[Prompt]
Report each line from the entries in which "scale" can be found.

---------- Data records

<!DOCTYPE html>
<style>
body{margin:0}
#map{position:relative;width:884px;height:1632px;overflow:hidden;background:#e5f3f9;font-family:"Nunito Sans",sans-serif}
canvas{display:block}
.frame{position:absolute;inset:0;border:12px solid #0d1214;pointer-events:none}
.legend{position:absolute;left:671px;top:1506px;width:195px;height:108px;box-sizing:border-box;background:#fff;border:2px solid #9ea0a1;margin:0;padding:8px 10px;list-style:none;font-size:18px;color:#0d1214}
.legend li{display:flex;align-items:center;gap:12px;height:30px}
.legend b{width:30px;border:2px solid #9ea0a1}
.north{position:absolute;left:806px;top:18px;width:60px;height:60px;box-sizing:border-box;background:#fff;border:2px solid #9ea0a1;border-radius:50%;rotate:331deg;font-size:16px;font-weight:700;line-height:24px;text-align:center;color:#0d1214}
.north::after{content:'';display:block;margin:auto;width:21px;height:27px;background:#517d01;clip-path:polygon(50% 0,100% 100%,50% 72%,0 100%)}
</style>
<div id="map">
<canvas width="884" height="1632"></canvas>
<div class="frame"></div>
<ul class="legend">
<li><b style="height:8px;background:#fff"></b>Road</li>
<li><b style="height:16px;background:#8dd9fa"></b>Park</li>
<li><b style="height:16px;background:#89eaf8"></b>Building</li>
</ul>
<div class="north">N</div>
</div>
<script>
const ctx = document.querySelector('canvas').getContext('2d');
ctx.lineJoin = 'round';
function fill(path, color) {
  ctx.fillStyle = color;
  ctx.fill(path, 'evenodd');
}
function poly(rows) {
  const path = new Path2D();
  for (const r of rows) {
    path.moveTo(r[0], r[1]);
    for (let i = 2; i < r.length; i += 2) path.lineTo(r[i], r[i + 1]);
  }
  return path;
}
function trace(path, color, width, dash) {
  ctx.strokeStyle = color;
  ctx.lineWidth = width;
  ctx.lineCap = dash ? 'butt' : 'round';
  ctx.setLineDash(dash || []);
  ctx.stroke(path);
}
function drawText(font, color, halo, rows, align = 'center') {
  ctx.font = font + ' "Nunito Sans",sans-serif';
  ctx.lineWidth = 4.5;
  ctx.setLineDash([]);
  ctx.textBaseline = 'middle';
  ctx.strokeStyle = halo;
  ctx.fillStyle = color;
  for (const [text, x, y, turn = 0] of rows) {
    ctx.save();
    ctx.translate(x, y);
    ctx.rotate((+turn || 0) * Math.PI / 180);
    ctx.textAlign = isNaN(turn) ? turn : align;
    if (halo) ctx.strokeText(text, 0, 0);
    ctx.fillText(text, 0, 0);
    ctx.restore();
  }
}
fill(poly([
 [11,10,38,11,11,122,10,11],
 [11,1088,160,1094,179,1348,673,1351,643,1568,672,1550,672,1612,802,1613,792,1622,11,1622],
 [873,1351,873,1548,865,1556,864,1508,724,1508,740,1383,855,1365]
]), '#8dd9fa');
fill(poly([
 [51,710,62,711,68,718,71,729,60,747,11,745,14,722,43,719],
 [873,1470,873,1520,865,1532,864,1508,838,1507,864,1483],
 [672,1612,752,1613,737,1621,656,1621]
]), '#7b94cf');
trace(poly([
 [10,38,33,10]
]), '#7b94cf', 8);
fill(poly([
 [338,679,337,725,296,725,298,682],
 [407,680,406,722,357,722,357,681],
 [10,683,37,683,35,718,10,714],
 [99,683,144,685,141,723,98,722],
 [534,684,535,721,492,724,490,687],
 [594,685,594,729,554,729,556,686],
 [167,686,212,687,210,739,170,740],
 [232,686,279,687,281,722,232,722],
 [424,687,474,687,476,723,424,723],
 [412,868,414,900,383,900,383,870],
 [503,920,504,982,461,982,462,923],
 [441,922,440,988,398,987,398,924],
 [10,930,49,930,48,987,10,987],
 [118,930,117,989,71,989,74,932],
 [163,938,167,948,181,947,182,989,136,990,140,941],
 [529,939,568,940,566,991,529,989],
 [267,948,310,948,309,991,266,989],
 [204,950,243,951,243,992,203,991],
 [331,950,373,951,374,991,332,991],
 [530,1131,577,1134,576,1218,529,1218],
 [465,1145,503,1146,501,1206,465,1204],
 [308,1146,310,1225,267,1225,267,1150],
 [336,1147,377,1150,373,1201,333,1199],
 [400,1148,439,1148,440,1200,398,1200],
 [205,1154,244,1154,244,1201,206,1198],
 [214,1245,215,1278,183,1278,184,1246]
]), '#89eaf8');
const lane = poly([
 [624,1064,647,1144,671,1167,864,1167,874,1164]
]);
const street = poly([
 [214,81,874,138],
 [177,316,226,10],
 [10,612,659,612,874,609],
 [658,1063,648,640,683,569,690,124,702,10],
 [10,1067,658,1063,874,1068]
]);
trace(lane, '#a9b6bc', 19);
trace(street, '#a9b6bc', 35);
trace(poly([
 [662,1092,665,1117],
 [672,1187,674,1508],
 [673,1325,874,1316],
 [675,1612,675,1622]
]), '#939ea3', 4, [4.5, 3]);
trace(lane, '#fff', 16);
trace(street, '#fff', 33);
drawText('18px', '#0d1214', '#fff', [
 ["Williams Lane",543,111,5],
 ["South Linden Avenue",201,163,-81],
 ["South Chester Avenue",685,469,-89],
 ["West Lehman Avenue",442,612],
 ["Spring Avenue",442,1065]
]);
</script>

--------------------
---------- Data records

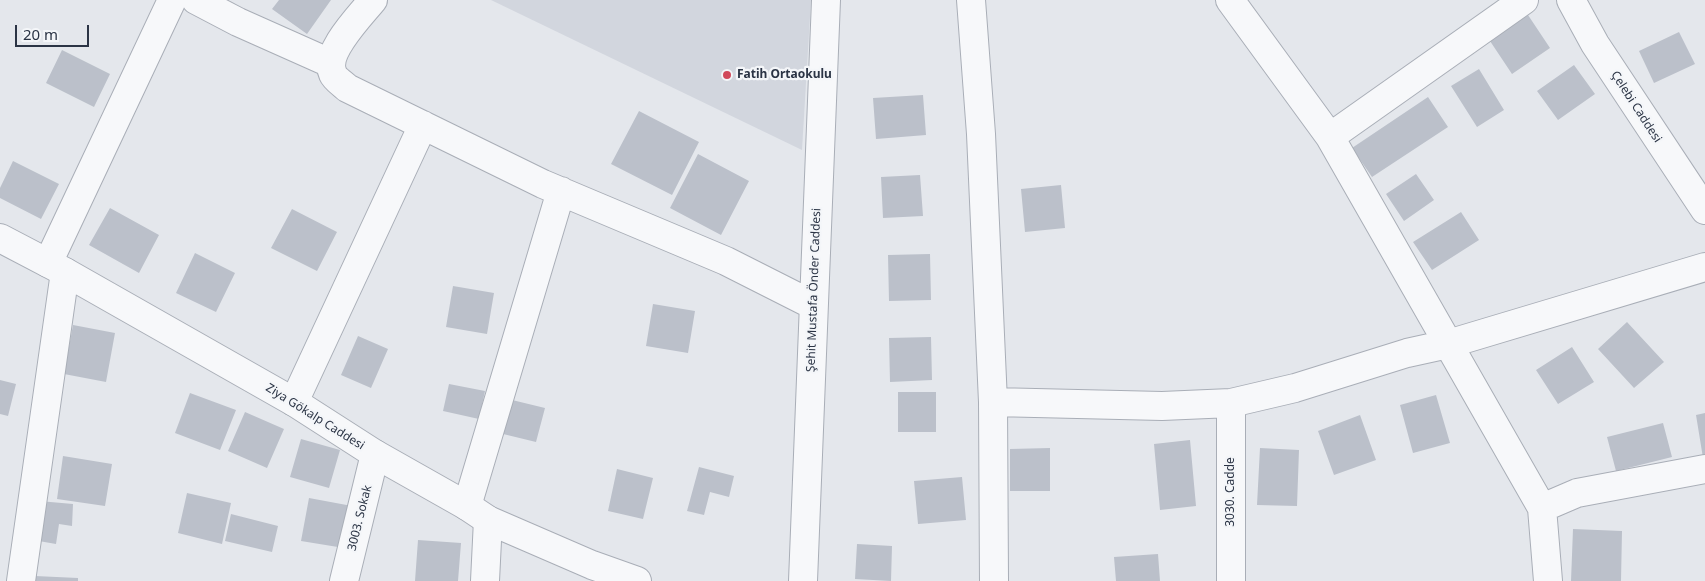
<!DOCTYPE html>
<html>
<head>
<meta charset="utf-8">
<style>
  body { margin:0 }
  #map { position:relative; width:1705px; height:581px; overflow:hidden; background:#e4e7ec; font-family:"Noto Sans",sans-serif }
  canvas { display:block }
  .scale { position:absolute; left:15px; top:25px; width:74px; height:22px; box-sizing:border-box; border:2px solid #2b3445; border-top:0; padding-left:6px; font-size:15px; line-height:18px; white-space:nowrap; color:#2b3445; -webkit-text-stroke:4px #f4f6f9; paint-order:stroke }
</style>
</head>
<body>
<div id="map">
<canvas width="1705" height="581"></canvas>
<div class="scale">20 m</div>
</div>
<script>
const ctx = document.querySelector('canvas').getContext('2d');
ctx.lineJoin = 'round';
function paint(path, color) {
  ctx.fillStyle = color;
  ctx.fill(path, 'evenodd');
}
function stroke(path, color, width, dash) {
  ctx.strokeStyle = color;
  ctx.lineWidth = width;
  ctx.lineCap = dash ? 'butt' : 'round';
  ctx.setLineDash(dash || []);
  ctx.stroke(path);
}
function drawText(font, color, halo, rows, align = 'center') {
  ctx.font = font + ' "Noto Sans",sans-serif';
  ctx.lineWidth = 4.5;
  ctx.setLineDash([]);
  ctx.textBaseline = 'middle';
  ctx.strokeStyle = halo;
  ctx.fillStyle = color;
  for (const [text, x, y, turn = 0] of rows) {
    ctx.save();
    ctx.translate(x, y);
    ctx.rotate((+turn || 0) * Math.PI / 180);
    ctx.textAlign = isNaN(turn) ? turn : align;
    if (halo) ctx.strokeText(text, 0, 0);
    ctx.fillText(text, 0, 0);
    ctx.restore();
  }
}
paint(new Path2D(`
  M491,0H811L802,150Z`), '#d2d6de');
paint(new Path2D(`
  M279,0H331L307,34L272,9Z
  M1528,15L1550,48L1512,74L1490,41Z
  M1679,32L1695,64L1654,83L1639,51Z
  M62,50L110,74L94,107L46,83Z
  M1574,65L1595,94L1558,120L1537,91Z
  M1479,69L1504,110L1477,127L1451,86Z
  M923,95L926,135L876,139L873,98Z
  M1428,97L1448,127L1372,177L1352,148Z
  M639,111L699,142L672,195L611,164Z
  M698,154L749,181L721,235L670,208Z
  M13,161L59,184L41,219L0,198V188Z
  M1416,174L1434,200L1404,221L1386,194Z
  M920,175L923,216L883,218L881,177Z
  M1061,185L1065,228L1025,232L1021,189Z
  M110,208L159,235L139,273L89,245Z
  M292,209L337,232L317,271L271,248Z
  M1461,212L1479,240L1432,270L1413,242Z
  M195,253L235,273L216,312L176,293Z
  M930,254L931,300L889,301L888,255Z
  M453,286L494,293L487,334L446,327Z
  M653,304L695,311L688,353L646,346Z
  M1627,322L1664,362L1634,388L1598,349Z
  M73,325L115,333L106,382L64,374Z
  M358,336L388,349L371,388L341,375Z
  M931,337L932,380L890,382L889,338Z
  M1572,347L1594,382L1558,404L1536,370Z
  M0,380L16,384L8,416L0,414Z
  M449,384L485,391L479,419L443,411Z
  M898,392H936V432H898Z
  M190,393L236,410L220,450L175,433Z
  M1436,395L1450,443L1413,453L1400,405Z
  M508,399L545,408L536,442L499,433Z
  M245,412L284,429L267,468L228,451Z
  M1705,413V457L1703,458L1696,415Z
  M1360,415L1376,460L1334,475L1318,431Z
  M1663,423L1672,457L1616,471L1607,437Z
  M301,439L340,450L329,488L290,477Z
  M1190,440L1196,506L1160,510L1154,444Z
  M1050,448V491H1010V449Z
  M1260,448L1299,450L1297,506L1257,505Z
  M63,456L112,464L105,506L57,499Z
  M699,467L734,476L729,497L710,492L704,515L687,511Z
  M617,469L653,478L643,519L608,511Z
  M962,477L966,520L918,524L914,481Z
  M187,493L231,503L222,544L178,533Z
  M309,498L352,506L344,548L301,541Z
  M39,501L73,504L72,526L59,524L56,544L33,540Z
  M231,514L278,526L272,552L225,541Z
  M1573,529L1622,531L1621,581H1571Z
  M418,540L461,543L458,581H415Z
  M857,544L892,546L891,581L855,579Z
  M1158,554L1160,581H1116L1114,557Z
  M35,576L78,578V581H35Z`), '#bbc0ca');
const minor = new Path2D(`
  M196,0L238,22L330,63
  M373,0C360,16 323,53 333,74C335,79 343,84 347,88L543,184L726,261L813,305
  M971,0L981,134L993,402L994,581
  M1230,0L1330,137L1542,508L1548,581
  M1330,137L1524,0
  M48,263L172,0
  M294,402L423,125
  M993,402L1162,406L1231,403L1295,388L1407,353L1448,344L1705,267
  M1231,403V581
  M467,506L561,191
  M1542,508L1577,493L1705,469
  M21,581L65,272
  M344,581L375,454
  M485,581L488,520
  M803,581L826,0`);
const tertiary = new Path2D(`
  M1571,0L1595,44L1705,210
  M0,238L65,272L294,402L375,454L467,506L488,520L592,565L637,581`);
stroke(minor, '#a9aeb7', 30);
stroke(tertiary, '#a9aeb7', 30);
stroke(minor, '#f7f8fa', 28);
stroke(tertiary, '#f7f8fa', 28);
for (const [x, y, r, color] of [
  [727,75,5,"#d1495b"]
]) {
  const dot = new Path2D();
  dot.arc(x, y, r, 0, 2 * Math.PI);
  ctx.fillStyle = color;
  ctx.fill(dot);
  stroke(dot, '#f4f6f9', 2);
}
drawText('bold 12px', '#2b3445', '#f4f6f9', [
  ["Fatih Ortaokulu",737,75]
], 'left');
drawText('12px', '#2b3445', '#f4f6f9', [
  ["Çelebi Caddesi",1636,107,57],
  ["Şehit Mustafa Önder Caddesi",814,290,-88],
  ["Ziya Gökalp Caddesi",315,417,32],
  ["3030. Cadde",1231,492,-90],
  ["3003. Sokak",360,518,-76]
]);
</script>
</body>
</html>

--------------------
---------- Data records

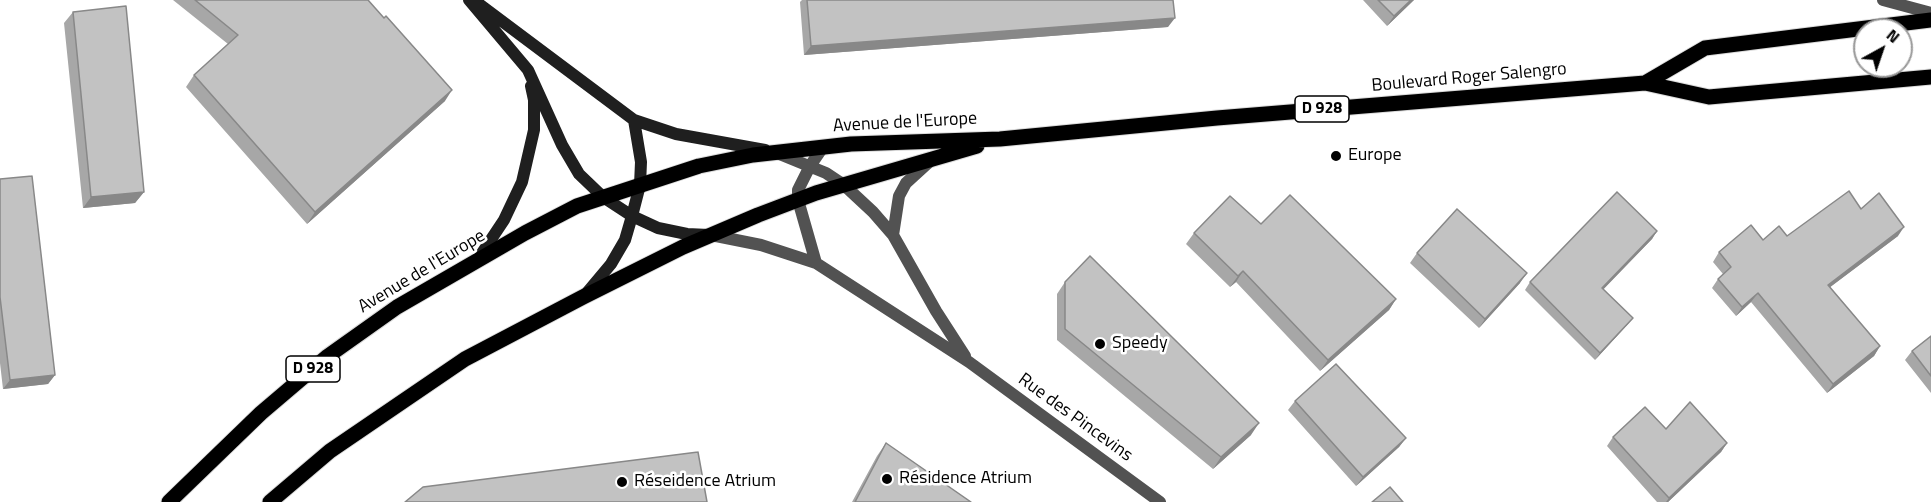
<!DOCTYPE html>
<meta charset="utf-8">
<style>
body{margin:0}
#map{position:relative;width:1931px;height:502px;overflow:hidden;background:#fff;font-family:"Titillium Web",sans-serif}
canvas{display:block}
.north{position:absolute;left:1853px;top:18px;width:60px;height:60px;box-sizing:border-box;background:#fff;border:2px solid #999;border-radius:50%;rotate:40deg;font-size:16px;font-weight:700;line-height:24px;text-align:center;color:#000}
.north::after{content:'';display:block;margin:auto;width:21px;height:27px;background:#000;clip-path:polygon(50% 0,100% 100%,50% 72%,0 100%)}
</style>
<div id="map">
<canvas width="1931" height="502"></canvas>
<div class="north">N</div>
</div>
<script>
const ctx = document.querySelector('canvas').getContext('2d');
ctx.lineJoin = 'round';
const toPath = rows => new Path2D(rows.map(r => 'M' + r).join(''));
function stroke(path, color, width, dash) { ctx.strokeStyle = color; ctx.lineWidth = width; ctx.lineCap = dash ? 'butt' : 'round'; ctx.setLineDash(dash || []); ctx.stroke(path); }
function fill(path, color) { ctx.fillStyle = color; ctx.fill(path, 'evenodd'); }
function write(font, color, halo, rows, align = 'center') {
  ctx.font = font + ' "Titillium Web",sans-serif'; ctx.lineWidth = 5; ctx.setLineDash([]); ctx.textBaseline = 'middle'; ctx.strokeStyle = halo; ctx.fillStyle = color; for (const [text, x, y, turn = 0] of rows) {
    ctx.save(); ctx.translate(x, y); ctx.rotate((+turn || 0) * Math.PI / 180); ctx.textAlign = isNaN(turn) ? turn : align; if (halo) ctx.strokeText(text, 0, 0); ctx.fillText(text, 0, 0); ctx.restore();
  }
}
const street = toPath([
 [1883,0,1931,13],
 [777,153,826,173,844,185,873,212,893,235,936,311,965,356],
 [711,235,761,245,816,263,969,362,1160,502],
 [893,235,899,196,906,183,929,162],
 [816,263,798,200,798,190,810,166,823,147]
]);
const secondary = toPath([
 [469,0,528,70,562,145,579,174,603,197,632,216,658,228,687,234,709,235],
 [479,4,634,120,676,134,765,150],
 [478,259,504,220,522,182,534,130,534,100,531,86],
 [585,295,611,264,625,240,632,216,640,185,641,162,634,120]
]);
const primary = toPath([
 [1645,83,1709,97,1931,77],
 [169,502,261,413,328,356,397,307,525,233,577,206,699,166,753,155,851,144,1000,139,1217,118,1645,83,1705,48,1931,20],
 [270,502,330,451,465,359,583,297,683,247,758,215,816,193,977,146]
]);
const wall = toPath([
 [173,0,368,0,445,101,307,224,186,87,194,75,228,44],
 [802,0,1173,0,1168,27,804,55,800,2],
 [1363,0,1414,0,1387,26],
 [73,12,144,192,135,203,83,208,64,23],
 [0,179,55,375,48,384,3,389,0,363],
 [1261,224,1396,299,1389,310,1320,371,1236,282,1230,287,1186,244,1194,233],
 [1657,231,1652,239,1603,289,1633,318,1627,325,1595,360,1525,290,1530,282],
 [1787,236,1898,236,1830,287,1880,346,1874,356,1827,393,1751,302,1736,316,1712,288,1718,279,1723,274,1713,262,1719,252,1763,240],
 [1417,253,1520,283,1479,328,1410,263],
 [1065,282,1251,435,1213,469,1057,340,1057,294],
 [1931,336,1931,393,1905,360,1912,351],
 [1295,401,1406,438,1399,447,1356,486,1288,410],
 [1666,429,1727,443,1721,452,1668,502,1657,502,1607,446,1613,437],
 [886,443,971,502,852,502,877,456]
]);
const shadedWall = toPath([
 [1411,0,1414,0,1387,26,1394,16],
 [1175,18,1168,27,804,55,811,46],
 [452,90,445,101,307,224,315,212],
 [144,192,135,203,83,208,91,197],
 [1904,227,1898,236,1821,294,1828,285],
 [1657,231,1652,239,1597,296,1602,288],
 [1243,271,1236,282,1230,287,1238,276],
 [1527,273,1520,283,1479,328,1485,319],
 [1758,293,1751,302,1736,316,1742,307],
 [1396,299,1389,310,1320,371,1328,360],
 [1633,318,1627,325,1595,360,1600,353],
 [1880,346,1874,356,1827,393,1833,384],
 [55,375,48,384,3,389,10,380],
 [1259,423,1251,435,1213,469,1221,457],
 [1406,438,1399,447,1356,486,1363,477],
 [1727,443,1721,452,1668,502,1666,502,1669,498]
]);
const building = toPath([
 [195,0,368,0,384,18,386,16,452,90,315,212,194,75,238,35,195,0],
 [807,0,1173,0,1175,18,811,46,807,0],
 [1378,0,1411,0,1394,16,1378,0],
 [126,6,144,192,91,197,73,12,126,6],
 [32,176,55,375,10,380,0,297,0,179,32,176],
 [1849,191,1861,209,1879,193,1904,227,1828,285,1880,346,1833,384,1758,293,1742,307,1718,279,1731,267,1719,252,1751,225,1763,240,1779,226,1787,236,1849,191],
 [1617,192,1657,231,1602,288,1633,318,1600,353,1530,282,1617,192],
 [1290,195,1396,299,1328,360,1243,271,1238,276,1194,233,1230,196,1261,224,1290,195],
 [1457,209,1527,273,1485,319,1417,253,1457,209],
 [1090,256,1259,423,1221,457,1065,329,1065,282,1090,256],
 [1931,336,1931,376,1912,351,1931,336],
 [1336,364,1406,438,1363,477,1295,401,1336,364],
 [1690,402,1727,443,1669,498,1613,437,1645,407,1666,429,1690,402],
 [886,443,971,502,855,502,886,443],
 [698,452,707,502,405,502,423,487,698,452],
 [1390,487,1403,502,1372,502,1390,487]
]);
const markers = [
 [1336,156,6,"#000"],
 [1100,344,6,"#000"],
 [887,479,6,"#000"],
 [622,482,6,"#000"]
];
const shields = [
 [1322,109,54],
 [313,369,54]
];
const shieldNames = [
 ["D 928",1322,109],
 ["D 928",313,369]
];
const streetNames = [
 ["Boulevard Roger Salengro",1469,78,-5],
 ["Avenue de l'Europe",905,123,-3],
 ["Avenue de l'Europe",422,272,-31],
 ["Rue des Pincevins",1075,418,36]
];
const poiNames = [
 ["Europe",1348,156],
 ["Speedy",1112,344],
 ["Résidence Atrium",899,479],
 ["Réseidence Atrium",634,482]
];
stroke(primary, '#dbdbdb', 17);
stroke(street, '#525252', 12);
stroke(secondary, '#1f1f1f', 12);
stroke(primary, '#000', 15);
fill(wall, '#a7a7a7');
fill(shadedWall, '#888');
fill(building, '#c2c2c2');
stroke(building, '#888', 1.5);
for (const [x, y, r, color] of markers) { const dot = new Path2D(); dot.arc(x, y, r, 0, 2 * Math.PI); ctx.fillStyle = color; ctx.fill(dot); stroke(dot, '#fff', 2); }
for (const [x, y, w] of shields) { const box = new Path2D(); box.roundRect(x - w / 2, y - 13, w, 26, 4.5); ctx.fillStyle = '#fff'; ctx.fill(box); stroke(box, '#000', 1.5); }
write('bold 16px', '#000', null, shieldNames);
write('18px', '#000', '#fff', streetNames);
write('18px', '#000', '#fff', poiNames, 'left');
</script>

--------------------

[Task response]
  .scale { position:absolute; left:15px; top:25px; width:74px; height:22px; box-sizing:border-box; border:2px solid #2b3445; border-top:0; padding-left:6px; font-size:15px; line-height:18px; white-space:nowrap; color:#2b3445; -webkit-text-stroke:4px #f4f6f9; paint-order:stroke }
<div class="scale">20 m</div>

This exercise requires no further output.